(Collected data entries)
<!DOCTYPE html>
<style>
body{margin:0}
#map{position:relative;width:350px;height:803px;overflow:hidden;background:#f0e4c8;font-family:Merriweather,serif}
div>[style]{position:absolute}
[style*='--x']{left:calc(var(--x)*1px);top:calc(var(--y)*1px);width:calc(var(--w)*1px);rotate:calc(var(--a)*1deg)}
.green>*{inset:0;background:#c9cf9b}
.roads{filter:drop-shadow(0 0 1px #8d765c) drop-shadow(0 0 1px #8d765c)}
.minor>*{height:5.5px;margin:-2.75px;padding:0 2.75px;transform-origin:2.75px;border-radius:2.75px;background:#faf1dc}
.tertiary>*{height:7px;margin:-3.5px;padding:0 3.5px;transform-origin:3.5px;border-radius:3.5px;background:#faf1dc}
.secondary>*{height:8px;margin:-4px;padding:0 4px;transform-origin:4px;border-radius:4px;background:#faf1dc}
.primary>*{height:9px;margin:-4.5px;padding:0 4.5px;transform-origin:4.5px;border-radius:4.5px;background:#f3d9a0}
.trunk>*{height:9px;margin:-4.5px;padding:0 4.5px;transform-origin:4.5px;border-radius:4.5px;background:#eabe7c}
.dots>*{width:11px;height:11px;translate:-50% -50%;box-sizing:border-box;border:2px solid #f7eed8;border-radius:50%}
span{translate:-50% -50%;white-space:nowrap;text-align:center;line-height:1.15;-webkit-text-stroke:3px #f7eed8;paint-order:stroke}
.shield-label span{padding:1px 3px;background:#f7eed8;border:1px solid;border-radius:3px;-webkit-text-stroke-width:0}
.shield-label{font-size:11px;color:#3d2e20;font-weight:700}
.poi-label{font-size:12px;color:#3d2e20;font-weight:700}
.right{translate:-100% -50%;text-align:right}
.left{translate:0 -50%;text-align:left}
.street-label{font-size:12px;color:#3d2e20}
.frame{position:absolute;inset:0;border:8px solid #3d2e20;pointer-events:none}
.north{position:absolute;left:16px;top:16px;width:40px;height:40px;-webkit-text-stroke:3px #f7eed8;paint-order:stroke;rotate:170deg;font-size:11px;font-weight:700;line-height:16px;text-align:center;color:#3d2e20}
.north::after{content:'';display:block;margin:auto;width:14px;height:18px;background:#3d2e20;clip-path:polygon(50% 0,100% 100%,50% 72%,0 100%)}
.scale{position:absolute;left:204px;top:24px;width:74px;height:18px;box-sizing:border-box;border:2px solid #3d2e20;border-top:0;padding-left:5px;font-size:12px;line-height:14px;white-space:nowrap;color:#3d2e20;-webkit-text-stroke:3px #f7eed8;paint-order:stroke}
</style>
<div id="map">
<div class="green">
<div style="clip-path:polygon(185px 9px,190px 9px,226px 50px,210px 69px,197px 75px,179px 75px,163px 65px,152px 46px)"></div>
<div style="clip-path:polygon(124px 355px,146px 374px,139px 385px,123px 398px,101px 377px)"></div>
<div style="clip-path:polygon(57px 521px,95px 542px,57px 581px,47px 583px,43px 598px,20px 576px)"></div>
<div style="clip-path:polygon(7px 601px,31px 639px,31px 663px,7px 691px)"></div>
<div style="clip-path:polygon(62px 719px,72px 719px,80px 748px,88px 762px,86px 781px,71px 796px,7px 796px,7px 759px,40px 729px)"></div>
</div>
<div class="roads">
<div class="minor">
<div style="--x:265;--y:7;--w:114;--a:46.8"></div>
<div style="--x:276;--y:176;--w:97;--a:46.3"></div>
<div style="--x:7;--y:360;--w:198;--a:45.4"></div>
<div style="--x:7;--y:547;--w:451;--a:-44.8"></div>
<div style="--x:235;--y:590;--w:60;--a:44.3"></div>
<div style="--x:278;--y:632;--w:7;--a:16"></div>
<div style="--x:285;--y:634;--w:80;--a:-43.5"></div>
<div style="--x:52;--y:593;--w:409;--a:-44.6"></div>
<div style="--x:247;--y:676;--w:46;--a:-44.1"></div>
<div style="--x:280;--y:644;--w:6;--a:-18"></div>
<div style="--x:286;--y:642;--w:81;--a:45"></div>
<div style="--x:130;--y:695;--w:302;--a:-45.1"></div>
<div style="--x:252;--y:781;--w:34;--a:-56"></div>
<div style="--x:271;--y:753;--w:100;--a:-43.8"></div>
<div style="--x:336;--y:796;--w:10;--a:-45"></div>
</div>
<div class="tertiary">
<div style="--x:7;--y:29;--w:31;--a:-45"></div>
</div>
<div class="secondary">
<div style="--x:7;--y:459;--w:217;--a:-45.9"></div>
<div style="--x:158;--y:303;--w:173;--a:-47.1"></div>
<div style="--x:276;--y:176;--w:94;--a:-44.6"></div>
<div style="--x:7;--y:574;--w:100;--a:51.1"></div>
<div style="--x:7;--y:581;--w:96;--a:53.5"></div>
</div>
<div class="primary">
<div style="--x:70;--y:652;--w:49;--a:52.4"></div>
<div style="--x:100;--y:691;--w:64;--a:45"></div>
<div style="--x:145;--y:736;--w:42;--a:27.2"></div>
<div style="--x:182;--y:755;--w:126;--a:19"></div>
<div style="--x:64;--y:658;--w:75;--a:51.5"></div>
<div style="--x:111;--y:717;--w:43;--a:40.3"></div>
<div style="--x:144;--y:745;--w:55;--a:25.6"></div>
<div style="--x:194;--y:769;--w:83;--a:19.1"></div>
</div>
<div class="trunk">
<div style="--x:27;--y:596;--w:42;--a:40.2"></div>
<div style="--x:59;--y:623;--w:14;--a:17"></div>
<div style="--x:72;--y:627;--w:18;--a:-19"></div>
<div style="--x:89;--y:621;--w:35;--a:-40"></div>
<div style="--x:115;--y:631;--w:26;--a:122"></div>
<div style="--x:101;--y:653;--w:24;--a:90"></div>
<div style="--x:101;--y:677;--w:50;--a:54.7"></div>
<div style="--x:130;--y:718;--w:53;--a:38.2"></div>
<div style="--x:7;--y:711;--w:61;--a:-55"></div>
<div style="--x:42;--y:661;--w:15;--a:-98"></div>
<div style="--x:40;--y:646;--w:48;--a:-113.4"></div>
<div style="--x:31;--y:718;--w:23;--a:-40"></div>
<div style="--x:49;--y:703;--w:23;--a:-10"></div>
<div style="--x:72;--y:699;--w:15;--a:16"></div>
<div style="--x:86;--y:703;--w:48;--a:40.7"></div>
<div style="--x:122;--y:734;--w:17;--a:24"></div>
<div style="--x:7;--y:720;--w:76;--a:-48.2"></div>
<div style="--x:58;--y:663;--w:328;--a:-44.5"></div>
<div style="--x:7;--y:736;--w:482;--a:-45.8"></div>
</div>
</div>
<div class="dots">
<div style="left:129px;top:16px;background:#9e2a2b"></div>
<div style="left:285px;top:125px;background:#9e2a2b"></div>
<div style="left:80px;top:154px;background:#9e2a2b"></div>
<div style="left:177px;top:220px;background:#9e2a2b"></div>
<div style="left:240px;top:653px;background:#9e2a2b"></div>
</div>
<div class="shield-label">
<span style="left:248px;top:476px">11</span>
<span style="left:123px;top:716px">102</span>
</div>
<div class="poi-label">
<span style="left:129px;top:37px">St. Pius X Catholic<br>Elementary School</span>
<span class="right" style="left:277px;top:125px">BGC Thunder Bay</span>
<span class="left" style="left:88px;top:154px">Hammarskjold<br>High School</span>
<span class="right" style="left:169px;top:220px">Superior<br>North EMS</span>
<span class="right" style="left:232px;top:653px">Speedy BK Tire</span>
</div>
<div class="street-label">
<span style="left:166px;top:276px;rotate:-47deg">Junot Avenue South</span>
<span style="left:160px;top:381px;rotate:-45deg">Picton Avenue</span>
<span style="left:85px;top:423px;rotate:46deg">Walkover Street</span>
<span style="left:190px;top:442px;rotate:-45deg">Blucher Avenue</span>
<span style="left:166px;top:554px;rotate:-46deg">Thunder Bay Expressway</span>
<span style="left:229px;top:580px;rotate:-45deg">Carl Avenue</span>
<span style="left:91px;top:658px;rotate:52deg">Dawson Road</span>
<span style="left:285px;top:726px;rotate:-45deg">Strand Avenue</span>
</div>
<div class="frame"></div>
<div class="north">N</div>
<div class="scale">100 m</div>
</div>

- What is being asked: Retype the first line of the entries and every line after it, please, through the line that contains "1px #8d765c) drop-shadow(0". Add nothing.

- Solution for this exercise:
<!DOCTYPE html>
<style>
body{margin:0}
#map{position:relative;width:350px;height:803px;overflow:hidden;background:#f0e4c8;font-family:Merriweather,serif}
div>[style]{position:absolute}
[style*='--x']{left:calc(var(--x)*1px);top:calc(var(--y)*1px);width:calc(var(--w)*1px);rotate:calc(var(--a)*1deg)}
.green>*{inset:0;background:#c9cf9b}
.roads{filter:drop-shadow(0 0 1px #8d765c) drop-shadow(0 0 1px #8d765c)}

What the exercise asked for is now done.